[INFORMATION GIVEN]:
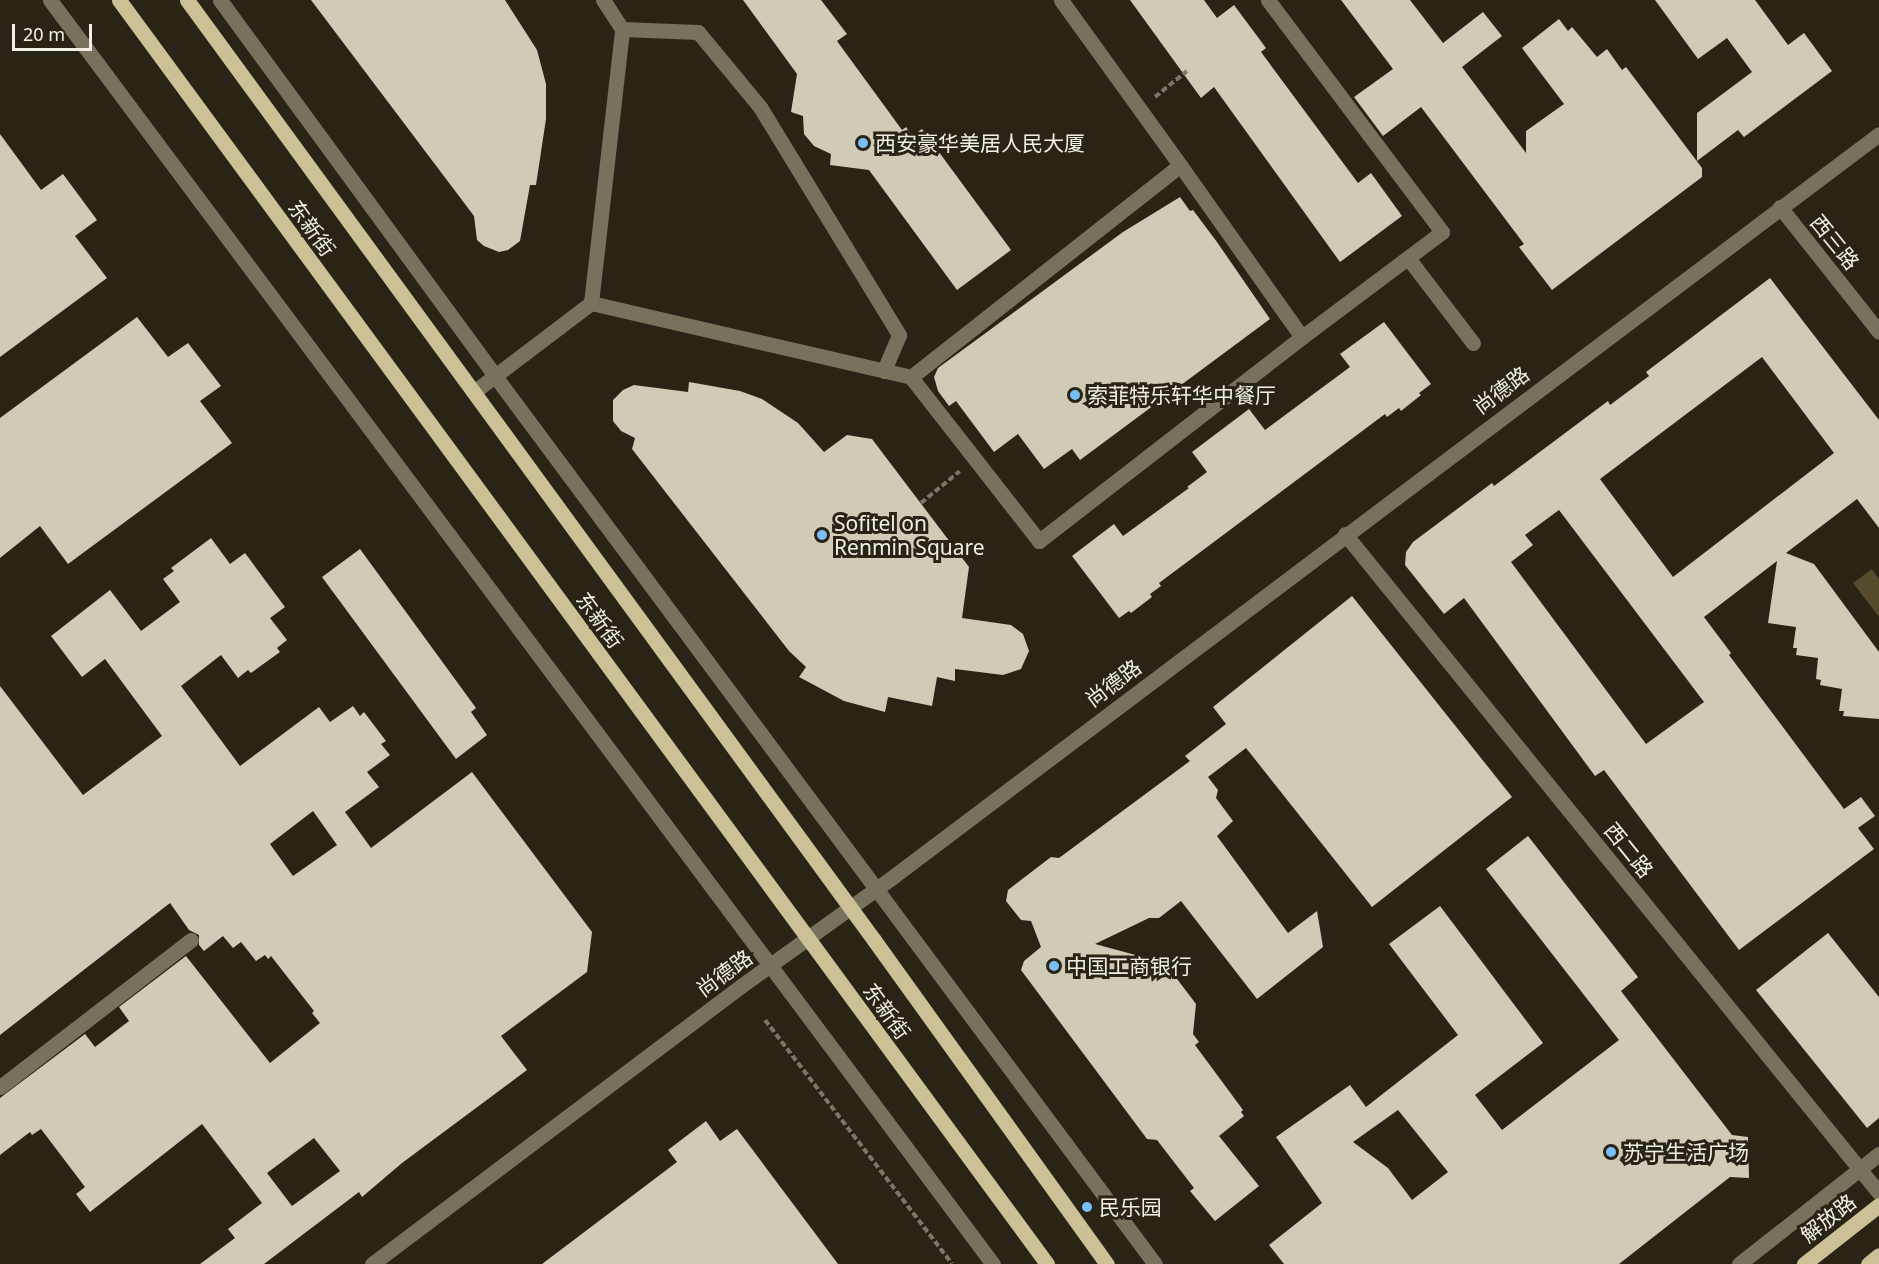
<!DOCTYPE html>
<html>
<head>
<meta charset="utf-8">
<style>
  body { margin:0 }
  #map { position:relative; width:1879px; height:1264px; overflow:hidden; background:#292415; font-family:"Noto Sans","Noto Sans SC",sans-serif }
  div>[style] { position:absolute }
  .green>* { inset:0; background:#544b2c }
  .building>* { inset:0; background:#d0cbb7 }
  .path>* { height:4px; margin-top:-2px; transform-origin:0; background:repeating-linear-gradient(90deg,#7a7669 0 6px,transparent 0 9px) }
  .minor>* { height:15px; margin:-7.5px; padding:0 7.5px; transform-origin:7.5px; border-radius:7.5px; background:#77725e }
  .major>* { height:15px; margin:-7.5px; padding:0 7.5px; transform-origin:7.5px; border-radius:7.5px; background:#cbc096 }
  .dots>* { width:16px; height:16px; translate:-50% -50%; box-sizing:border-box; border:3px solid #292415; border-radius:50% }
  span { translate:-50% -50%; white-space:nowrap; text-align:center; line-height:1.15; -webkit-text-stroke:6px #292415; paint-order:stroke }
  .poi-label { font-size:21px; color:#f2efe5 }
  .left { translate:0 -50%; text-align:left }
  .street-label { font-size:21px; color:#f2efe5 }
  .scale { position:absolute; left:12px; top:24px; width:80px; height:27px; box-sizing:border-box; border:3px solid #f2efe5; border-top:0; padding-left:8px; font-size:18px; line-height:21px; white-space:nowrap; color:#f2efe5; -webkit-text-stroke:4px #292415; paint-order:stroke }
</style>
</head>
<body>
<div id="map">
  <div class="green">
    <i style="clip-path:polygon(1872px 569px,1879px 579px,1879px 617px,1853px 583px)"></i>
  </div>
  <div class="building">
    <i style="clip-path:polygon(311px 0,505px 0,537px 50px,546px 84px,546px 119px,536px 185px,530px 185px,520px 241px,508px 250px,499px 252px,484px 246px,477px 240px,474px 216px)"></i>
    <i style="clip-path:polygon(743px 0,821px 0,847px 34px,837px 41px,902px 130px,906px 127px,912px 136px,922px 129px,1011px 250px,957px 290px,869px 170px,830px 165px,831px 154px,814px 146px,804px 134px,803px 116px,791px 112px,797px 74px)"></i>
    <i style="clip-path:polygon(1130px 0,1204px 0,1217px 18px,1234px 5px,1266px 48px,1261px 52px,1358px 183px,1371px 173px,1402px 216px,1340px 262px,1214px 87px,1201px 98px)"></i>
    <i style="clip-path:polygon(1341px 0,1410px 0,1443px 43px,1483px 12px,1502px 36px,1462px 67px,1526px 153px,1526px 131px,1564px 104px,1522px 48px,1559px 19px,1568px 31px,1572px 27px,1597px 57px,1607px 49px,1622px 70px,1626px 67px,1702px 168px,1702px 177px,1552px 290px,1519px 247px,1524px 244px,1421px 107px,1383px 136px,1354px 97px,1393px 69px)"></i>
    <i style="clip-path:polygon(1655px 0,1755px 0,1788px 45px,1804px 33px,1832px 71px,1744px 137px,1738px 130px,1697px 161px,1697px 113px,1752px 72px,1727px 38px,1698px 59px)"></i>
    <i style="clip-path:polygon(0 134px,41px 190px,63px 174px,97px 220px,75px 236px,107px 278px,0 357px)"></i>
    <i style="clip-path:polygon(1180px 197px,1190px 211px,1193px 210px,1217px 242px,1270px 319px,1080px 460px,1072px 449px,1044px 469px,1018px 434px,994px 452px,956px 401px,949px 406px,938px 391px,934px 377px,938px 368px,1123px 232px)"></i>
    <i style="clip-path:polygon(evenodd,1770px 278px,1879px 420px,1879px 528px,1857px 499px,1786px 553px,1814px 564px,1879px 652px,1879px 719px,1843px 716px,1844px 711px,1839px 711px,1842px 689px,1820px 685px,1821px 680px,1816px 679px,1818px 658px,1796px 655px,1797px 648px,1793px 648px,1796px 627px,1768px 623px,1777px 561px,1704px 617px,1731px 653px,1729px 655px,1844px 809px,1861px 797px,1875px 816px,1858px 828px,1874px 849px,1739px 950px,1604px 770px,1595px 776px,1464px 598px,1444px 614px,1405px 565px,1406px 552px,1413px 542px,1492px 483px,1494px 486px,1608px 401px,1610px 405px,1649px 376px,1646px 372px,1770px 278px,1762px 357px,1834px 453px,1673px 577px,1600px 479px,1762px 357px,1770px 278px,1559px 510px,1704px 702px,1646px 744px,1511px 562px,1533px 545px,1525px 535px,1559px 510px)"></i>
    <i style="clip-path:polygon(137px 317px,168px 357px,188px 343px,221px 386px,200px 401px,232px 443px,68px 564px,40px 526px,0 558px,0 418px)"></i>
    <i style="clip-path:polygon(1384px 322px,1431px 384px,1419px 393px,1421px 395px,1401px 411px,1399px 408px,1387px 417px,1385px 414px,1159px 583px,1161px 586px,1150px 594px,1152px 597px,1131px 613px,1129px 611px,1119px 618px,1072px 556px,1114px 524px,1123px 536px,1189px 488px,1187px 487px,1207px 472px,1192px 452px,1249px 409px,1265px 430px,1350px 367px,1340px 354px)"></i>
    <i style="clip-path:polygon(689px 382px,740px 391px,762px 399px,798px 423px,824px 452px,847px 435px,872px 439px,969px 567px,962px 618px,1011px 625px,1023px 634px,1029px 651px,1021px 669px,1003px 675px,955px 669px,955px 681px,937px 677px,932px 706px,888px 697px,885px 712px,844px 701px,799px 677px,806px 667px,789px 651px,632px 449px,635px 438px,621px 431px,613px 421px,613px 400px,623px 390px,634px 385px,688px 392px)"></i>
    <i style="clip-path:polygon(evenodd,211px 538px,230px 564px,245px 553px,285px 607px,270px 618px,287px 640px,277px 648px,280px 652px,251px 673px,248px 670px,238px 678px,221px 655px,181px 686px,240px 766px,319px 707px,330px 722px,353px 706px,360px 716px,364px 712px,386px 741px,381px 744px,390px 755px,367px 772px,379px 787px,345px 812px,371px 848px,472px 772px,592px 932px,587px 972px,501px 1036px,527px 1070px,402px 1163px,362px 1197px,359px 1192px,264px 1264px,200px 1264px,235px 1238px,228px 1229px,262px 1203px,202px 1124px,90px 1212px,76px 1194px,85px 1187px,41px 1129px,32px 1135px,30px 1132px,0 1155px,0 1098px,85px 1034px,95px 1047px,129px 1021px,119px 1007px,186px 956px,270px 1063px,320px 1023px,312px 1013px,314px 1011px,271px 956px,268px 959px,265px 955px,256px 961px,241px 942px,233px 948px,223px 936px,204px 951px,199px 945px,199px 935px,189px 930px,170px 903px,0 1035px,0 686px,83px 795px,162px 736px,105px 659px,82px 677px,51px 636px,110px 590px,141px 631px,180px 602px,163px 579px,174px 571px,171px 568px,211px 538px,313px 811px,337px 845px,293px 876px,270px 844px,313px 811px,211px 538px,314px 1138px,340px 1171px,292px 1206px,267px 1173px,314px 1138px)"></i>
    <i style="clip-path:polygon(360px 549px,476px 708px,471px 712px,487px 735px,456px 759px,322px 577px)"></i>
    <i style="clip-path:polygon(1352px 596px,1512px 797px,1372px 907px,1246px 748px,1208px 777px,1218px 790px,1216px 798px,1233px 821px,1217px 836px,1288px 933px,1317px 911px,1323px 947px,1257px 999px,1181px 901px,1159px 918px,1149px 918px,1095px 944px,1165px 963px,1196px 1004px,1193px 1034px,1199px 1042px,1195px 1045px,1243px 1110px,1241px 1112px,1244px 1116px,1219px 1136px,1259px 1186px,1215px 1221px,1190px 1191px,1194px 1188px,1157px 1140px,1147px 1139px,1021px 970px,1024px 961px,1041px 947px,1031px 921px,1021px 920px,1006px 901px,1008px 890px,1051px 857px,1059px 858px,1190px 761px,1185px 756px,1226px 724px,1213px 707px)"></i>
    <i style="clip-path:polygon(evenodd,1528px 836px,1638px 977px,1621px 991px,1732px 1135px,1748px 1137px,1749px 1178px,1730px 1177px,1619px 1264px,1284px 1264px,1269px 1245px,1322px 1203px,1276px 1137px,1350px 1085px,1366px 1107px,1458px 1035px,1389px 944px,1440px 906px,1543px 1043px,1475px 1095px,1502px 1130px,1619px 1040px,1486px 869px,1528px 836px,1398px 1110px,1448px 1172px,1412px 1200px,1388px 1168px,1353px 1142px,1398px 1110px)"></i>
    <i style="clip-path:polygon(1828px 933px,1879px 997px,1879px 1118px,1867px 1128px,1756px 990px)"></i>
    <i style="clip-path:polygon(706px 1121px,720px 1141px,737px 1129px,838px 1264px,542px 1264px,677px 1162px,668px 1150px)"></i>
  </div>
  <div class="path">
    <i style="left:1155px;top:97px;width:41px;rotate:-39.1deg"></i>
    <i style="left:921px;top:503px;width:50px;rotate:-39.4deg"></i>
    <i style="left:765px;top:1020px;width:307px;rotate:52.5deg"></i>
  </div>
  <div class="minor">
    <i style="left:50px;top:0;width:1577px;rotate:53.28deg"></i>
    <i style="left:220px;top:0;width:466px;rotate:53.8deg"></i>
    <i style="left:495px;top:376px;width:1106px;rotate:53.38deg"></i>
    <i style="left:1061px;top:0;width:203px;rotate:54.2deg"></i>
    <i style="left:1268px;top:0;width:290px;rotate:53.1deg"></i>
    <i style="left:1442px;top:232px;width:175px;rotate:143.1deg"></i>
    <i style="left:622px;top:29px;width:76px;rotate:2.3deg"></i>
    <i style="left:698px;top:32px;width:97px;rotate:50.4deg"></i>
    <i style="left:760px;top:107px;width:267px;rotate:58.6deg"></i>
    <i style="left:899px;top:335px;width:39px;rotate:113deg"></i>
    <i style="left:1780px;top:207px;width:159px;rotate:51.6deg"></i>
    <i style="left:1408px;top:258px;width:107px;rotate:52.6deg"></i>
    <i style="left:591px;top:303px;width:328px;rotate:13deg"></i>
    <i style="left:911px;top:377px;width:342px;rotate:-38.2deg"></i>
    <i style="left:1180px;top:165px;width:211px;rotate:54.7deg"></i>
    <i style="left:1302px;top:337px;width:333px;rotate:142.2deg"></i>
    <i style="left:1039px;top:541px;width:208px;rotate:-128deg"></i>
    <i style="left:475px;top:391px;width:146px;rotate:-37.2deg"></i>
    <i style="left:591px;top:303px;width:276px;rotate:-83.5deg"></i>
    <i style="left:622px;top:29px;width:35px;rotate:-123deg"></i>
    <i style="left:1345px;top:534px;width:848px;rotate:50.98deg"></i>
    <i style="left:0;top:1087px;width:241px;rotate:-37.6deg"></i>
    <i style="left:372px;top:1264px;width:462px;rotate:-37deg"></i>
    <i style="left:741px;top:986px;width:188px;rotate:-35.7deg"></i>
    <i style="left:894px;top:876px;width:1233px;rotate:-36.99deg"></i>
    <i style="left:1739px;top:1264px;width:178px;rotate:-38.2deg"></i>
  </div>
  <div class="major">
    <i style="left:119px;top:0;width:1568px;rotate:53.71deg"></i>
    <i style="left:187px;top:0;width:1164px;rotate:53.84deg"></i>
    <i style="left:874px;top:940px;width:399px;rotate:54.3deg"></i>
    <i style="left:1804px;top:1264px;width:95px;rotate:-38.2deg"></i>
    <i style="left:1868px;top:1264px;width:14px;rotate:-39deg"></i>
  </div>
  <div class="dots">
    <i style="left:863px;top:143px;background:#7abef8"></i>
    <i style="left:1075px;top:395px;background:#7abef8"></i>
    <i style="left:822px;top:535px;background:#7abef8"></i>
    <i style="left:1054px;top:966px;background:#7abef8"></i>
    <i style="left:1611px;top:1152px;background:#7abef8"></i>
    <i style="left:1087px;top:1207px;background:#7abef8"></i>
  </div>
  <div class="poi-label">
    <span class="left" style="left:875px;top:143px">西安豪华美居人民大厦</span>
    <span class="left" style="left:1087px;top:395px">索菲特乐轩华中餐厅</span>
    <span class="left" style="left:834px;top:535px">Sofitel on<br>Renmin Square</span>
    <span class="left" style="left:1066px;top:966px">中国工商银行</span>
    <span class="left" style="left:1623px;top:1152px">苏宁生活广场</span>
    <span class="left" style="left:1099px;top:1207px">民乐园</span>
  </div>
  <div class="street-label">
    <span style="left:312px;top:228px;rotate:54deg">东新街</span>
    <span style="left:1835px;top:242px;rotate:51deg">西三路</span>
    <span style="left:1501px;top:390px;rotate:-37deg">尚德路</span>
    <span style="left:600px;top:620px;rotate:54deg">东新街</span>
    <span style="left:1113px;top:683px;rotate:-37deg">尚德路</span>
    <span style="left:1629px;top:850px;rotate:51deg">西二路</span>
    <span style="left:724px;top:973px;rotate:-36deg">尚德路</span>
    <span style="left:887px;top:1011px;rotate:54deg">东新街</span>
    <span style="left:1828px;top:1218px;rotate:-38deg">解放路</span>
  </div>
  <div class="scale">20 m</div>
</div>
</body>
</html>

[WORK INSTRUCTIONS]: Beginning with the first line of the records and ending with the line that contains "height:4px; margin-top:-2px; transform-origin:0;", reproduce every line exactly, omitting pictures and adding nothing.

[ANSWER BOX]:
<!DOCTYPE html>
<html>
<head>
<meta charset="utf-8">
<style>
  body { margin:0 }
  #map { position:relative; width:1879px; height:1264px; overflow:hidden; background:#292415; font-family:"Noto Sans","Noto Sans SC",sans-serif }
  div>[style] { position:absolute }
  .green>* { inset:0; background:#544b2c }
  .building>* { inset:0; background:#d0cbb7 }
  .path>* { height:4px; margin-top:-2px; transform-origin:0; background:repeating-linear-gradient(90deg,#7a7669 0 6px,transparent 0 9px) }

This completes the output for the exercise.